Toward Gene Therapy for Hemophilia A: Long-Term Persistence of Factor VIII-Secreting Fibroblasts after Transplantation into Immunodeficient Mice

Abstract

Hemophilia A is caused by the lack of functional blood-clotting factor VIII. We have used retrovirus-mediated gene transfer to generate various cell lines, rodent as well as human, that secrete the human factor VIII protein. To study whether transplantation of genetically modified fibroblasts is a feasible approach for gene therapy of hemophilia A, we implanted the factor VIII-secreting cells into immune-deficient mice. Implantation of factor VIII-secreting primary human skin fibroblasts resulted in long-term persistence of the transplanted cells; cells recovered from the implants up to 2 months post-implantation still had the capacity to secrete factor VIII when regrown in tissue culture. However, we were unable to detect any human factor VIII in plasma samples of the recipient mice. The absence of human factor VIII in the recipients' plasma is shown to be due neither to (epigenetic) inactivation of the retroviral vector in vivo, nor to inability of the stationary cells to secrete factor VIII protein. However, we did note a rapid clearing of the human factor VIII : CAg from plasma upon intravenous injection of plasma-derived human factor VIII in mice (t_1/2 < 60 min vs. 10 hr in humans). This phenomenon can fully explain the apparent absence of human factor VIII in the recipients' plasma.

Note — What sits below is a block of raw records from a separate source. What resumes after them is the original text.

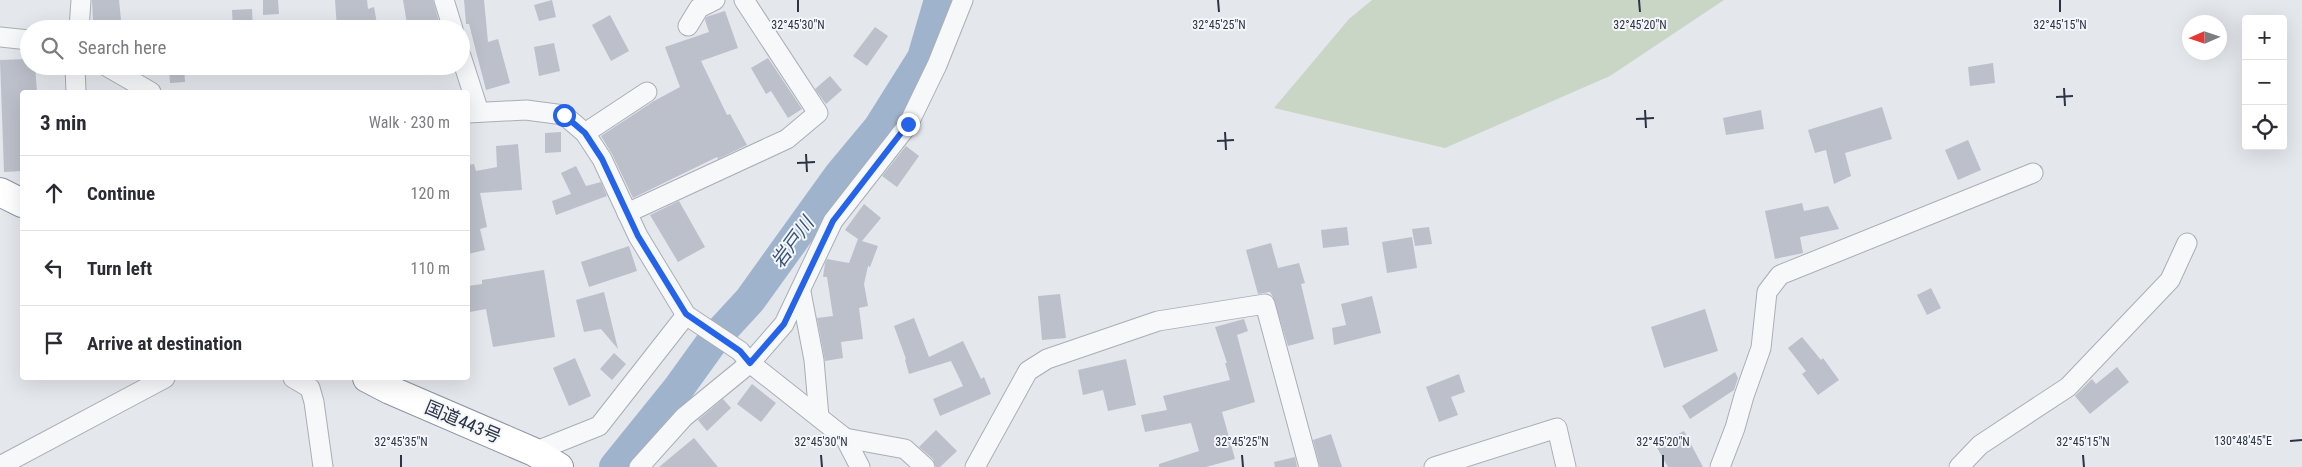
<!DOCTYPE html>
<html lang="en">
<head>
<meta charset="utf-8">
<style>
  :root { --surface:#fff; --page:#f2f2f3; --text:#2b2b33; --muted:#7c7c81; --line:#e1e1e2 }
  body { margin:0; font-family:"Roboto Condensed","Noto Sans JP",sans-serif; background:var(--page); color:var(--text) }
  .controls { position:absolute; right:15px; top:15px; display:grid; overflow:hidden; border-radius:5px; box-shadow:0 5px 20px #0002 }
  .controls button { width:45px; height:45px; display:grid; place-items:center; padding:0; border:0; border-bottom:1px solid var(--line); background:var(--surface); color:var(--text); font:25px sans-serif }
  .compass { position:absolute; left:2182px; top:15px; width:45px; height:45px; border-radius:50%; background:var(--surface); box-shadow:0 5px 20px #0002; rotate:267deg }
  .stop { position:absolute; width:15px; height:15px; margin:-11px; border:4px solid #2563eb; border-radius:50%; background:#fff }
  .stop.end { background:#2563eb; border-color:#fff; box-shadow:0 1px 5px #0008 }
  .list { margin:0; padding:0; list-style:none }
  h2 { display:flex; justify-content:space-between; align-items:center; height:65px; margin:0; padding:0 20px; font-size:21px }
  h2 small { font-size:16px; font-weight:400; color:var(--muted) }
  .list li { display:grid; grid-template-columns:32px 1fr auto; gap:15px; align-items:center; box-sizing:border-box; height:75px; padding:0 20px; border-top:1px solid var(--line) }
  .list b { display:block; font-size:19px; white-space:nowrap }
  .list em { font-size:16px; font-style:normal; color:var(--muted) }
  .icon { flex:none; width:28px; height:28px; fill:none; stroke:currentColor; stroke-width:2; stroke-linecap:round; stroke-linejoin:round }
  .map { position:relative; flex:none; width:2302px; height:467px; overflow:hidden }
  .search { position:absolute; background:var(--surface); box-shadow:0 5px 20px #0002; left:20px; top:20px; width:450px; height:55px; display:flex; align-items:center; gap:12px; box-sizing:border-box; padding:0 18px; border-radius:28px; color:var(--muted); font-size:19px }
  .panel { position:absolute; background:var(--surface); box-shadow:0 5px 20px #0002; left:20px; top:90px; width:450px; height:290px; border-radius:5px }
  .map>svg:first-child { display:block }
</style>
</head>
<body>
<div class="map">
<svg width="2302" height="467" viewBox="0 0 2302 467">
  <rect width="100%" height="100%" fill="#e4e7ec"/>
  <!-- green -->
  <polygon fill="#c9d6c5" points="1372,0 1724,0 1610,76 1445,148 1274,108 1349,19"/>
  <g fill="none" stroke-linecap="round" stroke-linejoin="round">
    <!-- river -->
    <polyline stroke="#9fb4cc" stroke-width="32" points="615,467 678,389 714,339 750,300 839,176 879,128 923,58 940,0"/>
  </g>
  <!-- building -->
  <g fill="#bbc0ca">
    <polygon points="92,0 119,0 121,20 93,21"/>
    <polygon points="263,0 278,0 279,14 263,15"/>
    <polygon points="335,0 367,0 368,9 374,7 378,29 337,29"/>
    <polygon points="403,0 433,0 441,29 408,29"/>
    <polygon points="464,0 484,0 488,42 498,39 510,83 486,90 469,24 466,24"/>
    <polygon points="552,0 556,17 539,21 534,5"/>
    <polygon points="252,9 253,29 233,29 232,10"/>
    <polygon points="725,11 738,48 701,61 727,115 730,114 747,145 718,159 717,157 633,198 612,154 601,136 654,101 680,87 665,47 709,32 705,20 706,17"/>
    <polygon points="610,15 629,51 611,61 592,25"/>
    <polygon points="875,27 888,36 867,66 853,56"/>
    <polygon points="554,43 560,71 539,76 534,47"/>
    <polygon points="768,58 802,109 788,118 771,91 766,94 751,68"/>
    <polygon points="29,59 29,66 35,66 37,92 22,92 22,171 4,172 0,60"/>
    <polygon points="1993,63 1995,83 1970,86 1968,67"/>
    <polygon points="169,66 184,66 185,82 170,83"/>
    <polygon points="830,76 842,90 826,104 815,89"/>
    <polygon points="1882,107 1892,139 1845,153 1851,176 1834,184 1826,150 1815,153 1808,130"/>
    <polygon points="1761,110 1764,129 1726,135 1723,118"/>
    <polygon points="561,132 561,152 545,153 545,133"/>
    <polygon points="1968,140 1981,170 1958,180 1945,150"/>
    <polygon points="518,144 522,190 480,193 487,227 480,229 485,250 468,254 468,165 474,164 476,171 497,167 496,146"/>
    <polygon points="906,146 919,156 897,187 882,176"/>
    <polygon points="576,166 586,186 601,182 607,196 556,215 552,201 571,194 561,173"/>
    <polygon points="679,201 705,247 678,262 650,215"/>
    <polygon points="1802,203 1804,211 1828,206 1839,229 1800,237 1803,253 1775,259 1765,211"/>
    <polygon points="864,204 881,218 862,241 878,246 870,267 868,266 864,284 868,306 859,308 863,339 841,342 843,358 825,361 817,318 833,316 827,277 823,277 825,263 827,259 849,263 858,239 845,230"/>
    <polygon points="1347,227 1349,245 1323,248 1321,230"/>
    <polygon points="1429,227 1432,244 1415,246 1412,229"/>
    <polygon points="1412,237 1417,268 1387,273 1382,242"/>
    <polygon points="1271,243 1278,268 1299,263 1305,283 1301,284 1314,339 1288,346 1273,297 1270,292 1258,294 1246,250"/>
    <polygon points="629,246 637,271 589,287 581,262"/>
    <polygon points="544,270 555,337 493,347 486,309 470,312 468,286 482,284 482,280"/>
    <polygon points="1931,288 1941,308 1927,315 1917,295"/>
    <polygon points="604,292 618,349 601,329 584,332 576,300"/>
    <polygon points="1060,294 1066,338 1042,340 1038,296"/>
    <polygon points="1372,296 1381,333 1334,345 1332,328 1346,325 1341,304"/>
    <polygon points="1705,309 1718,351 1664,368 1651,327"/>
    <polygon points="914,318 929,357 963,341 981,379 984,377 991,394 940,416 933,399 963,386 951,361 909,374 905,360 906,359 894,326"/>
    <polygon points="1244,319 1248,331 1237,335 1255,402 1222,412 1235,459 1206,467 1159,467 1159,464 1199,451 1191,423 1145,432 1141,415 1167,410 1163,396 1230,380 1225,363 1227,363 1215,327"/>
    <polygon points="1802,337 1821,360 1823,358 1839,380 1818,395 1802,374 1806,371 1788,348"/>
    <polygon points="614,353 626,364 612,380 600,369"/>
    <polygon points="575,358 591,396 569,406 553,368"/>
    <polygon points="1126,359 1136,405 1108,411 1103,390 1083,395 1078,370"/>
    <polygon points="2117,367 2129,382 2090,414 2075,396 2092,379 2096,384"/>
    <polygon points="1735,372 1738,378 1734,390 1690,419 1682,406"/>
    <polygon points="1459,374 1465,392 1451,397 1458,415 1439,422 1426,387"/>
    <polygon points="752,384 776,403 761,422 737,404"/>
    <polygon points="723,399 731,408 707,431 698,420"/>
    <polygon points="936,430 957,451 940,467 936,467 933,459 919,447"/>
    <polygon points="1684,431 1703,467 1668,467 1656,446"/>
    <polygon points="1331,434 1342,467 1320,467 1313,440"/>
    <polygon points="694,438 718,467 659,467"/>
    <polygon points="1295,457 1297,467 1275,467 1274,462"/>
  </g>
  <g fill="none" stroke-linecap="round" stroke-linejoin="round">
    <defs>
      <g id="minor">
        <polyline points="444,0 453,29"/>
        <polyline points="688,26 699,8 715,0"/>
        <polyline points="79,29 81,0"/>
        <polyline points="0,37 29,40"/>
        <polyline points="461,56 479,112"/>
        <polyline points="75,66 76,92"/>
        <polyline points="106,66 151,92"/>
        <polyline points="468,113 526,110 564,115 585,133 602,159 638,236 686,315 740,351 750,363 845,438 860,467"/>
        <polyline points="585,133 647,92"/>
        <polyline points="627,213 787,139 818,113 744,0"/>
        <polyline points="801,292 814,360 819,417"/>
        <polyline points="293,378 310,388 314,402 323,467"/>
        <polyline points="845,438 905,449 925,467"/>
        <polyline points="534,452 599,426 686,315"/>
        <polyline points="0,466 165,378"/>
        <polyline points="639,467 684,417 750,363 784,324 833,221 908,125 937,65 963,0"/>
        <polyline points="975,467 1028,371 1047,359 1158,321 1265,304 1309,467"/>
        <polyline points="1434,467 1557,428 1566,467"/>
        <polyline points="1720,467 1735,428 1744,396 1761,348 1767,292 1780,275 2033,173"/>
        <polyline points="1959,467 1980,445 2068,387 2170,280 2187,243"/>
      </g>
      <g id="highway">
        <polyline points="0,192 22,203"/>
        <polyline points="367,378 390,390 534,452 559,467"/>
      </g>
    </defs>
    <!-- minor casing -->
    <use href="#minor" stroke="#a9aeb7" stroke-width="21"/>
    <!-- highway casing -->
    <use href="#highway" stroke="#8b94a3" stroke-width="30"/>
    <!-- minor -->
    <use href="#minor" stroke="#f7f8fa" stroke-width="19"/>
    <!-- highway -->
    <use href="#highway" stroke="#fff" stroke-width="28"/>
  </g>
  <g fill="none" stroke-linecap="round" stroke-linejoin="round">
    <!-- route -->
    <polyline stroke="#2563eb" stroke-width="6" points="564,115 585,133 602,159 638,236 686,314 740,351 750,363 784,324 833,221 908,124"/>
  </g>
  <!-- ticks -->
  <path fill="none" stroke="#2b3445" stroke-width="2" d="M 798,0 L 798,12M 1218,0 L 1219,12M 1639,0 L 1640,12M 2060,0 L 2060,12M 2064,88 L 2065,106M 2056,97 L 2073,96M 1645,110 L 1646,128M 1636,119 L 1654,118M 1225,132 L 1226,150M 1217,141 L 1234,140M 806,154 L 807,172M 797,163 L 815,162M 2290,441 L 2302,440M 401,455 L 401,467M 821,455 L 822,467M 1242,455 L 1243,467M 1663,455 L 1663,467M 2083,455 L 2084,467"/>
  <g text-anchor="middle" stroke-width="4" stroke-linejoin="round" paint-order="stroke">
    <!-- street labels -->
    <g font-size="18" fill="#2b3445" stroke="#f4f6f9">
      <text transform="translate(463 422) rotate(23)" y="6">国道443号</text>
    </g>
    <!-- water labels -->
    <g font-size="19" font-style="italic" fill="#34527a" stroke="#f4f6f9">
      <text transform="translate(792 242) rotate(-54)" y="7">岩戸川</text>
    </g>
  </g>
  <g font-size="12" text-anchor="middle" fill="#2b3445" stroke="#f4f6f9" stroke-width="4" stroke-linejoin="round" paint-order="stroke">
    <text x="798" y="29">32°45'30"N</text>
    <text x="1219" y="29">32°45'25"N</text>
    <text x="1640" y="29">32°45'20"N</text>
    <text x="2060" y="29">32°45'15"N</text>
    <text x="2243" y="445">130°48'45"E</text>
    <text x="401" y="446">32°45'35"N</text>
    <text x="821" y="446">32°45'30"N</text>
    <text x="1242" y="446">32°45'25"N</text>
    <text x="1663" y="446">32°45'20"N</text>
    <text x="2083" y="446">32°45'15"N</text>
  </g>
</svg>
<div class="controls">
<button>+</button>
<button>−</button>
<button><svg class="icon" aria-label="locate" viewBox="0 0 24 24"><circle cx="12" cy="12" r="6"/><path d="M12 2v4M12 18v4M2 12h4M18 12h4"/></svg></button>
</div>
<svg class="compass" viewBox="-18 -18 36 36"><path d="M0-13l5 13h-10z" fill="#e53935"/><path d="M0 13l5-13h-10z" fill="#7c7c81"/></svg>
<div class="stop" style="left:564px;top:115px"></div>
<div class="stop end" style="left:908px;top:124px"></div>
<div class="search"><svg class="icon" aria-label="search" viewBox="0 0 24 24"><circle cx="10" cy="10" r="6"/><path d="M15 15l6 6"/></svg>Search here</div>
<section class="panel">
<h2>3 min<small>Walk · 230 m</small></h2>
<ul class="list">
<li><svg class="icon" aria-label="ahead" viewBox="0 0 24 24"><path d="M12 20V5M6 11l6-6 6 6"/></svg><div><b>Continue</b></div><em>120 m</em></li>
<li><svg class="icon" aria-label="left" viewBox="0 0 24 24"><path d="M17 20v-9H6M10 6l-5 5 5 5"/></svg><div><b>Turn left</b></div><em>110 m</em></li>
<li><svg class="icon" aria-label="arrive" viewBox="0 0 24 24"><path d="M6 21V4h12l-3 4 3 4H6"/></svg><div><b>Arrive at destination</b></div></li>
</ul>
</section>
</div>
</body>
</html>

Hemophilia A results from subnormal levels of an essential cofactor protein, factor VIII, and affects 1 in every 10,000 males. Although protein-replacement therapy has provided a powerful yet expensive tool for treatment, this therapy has several drawbacks (viral infections, immune response, frequent infusions). This study demonstrates that factor VIII-secreting fibroblasts persist up to 8 weeks upon subcutaneous implantation into immunodeficient mice. Despite the persistent expression, the human factor VIII protein could not be detected in the plasma of the recipient mice. This can be explained, however, by the short half-life of human factor VIII in the mouse plasma. Our data show that mice are not an appropriate animal model to study the feasibility of gene therapy for hemophilia A.